■ **Directions for this task**:
Copy nothing but the text: reproduce each line of the listing exactly and leave the pictures out.

■ **Data provided**:

________________________________________

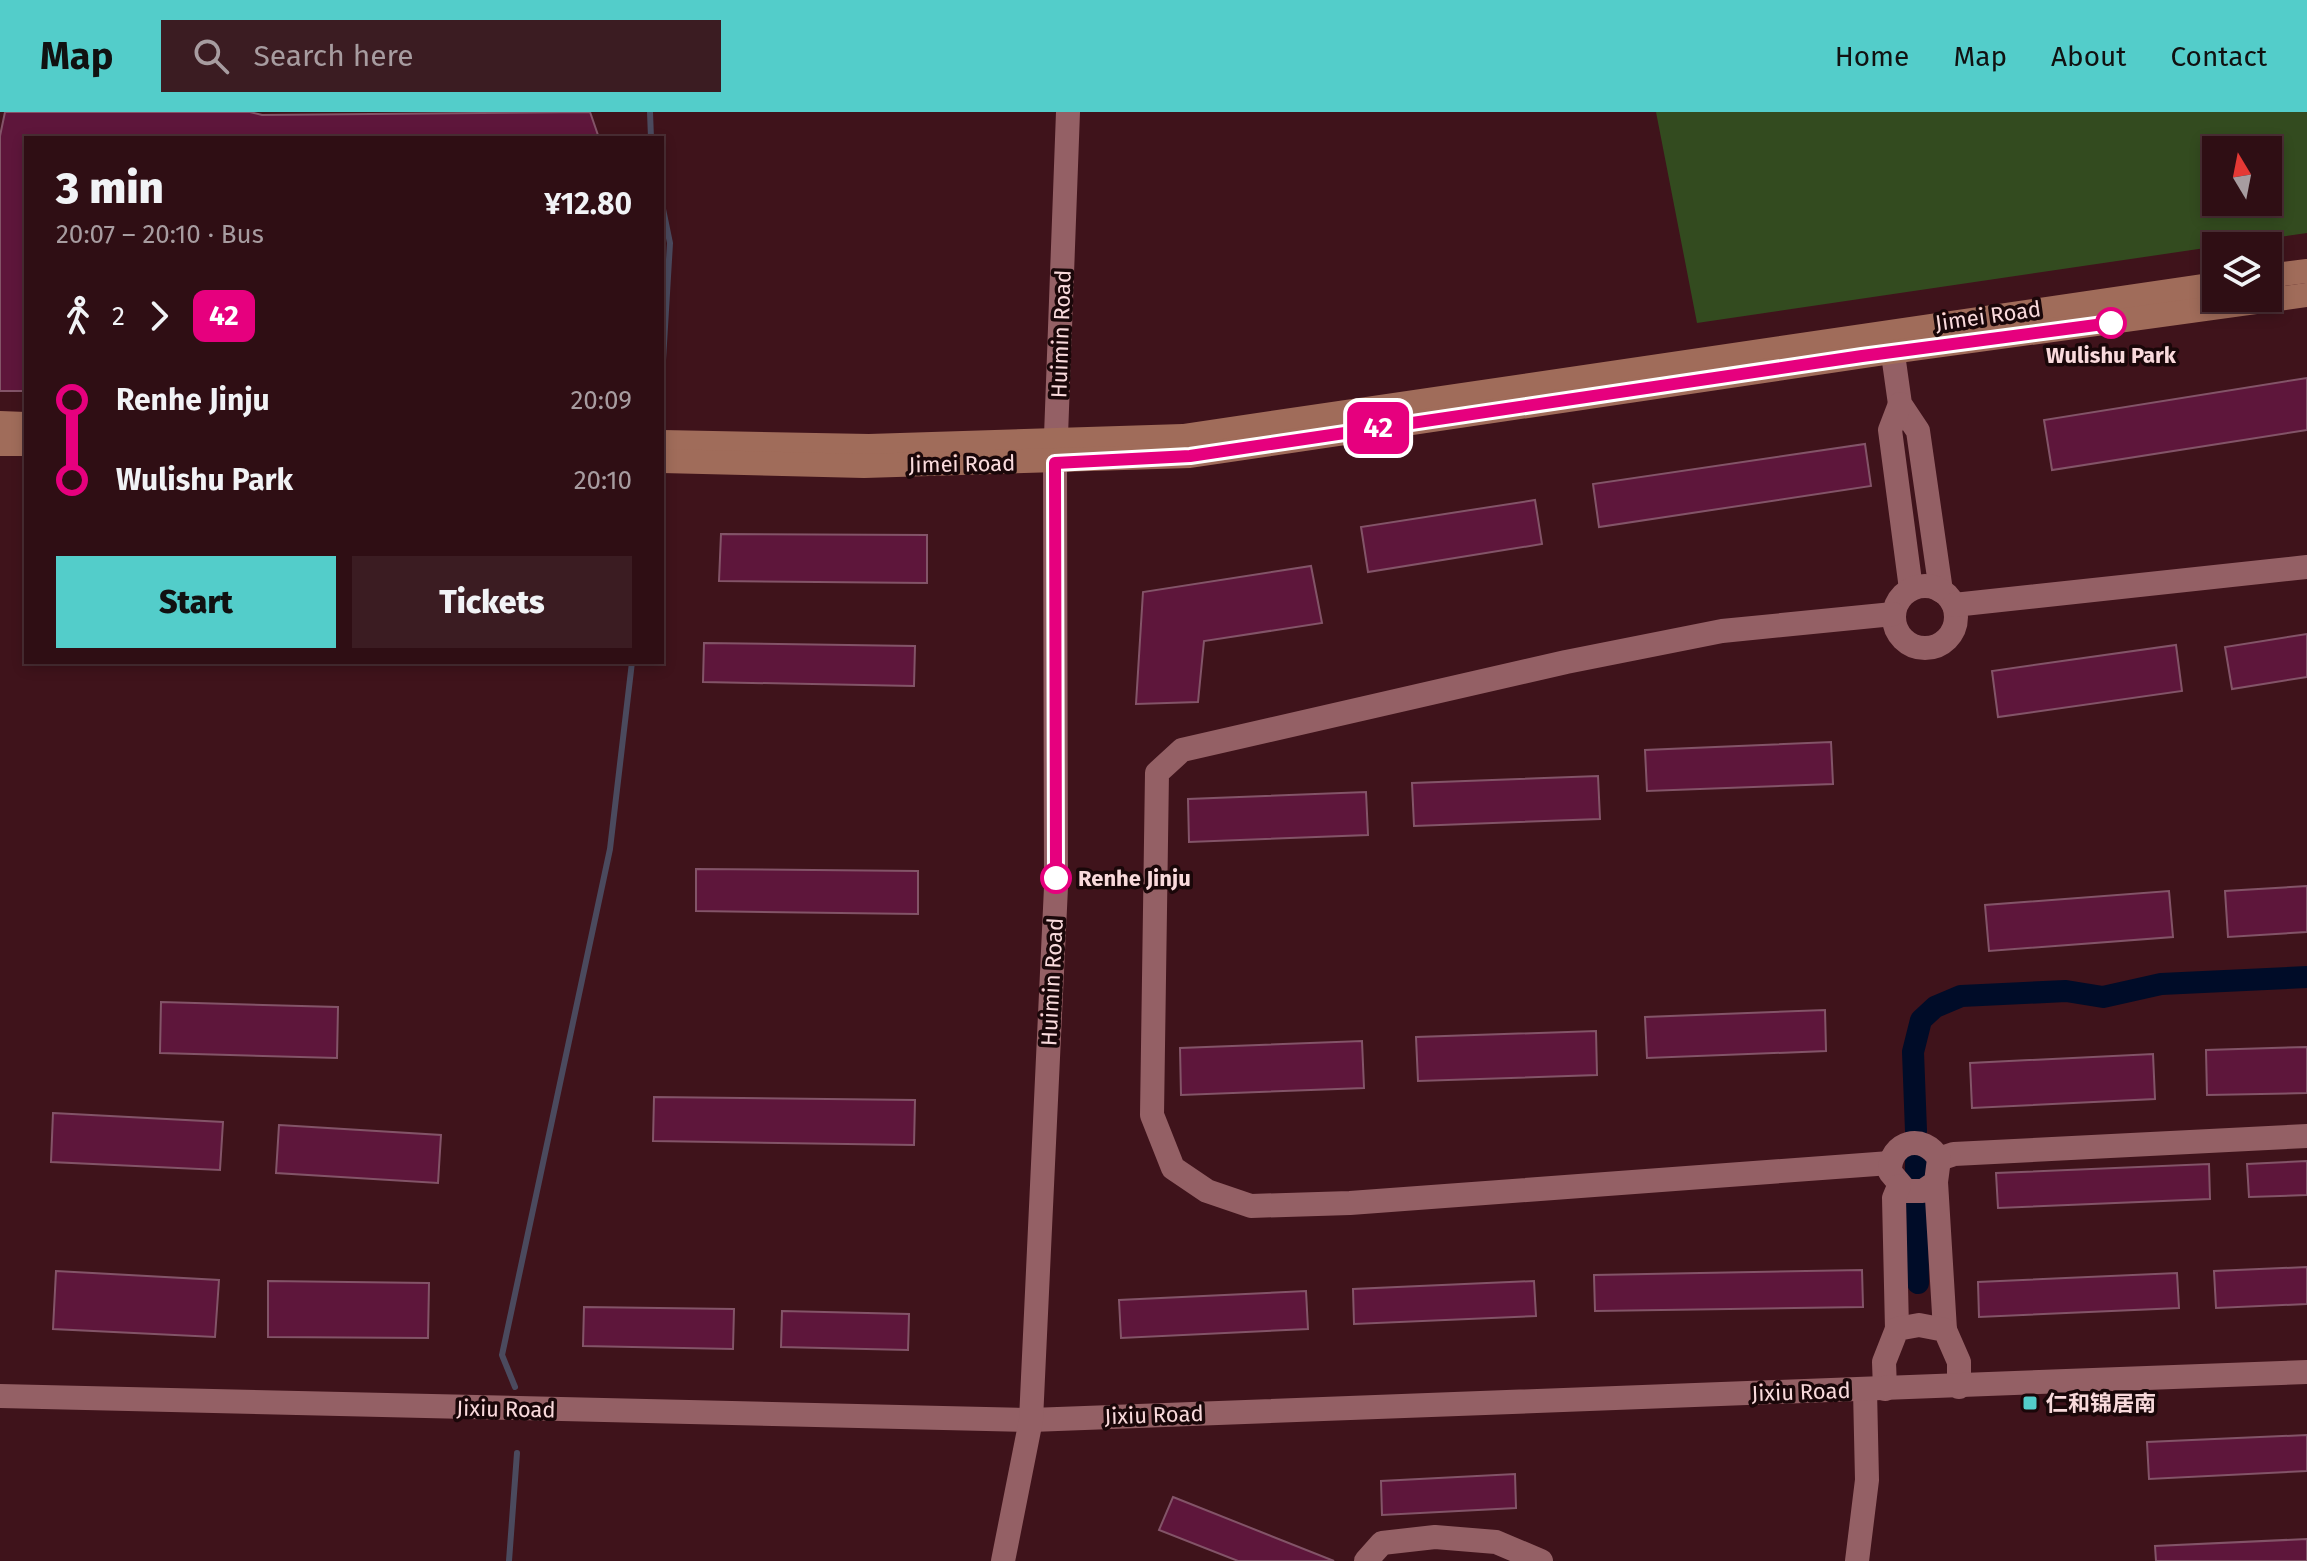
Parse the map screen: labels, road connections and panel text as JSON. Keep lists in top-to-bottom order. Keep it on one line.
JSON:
{"streets":{"main road":["Jimei Road"],"street":["Huimin Road","Jixiu Road"]},"crossings":[["Jimei Road","Huimin Road"],["Huimin Road","Jixiu Road"]],"places":{"other":["Wulishu Park","Renhe Jinju"],"transit":["仁和锦居南"]},"lines":["bus line 42"],"north":"top","page":{"header":"Map","search":"Search here","nav":["Home","Map","About","Contact"],"on_map":"42","heading":["3 min","20:07 – 20:10 · Bus","¥12.80"],"legs":["2","42"],"list":[{"name":"Renhe Jinju","value":"20:09"},{"name":"Wulishu Park","value":"20:10"}],"buttons":["Start","Tickets"]}}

________________________________________

■ **Answer space**:
Parse the map screen: labels, road connections and panel text as JSON. Keep lists in top-to-bottom order. Keep it on one line.
JSON:
{"streets":{"main road":["Jimei Road"],"street":["Huimin Road","Jixiu Road"]},"crossings":[["Jimei Road","Huimin Road"],["Huimin Road","Jixiu Road"]],"places":{"other":["Wulishu Park","Renhe Jinju"],"transit":["仁和锦居南"]},"lines":["bus line 42"],"north":"top","page":{"header":"Map","search":"Search here","nav":["Home","Map","About","Contact"],"on_map":"42","heading":["3 min","20:07 – 20:10 · Bus","¥12.80"],"legs":["2","42"],"list":[{"name":"Renhe Jinju","value":"20:09"},{"name":"Wulishu Park","value":"20:10"}],"buttons":["Start","Tickets"]}}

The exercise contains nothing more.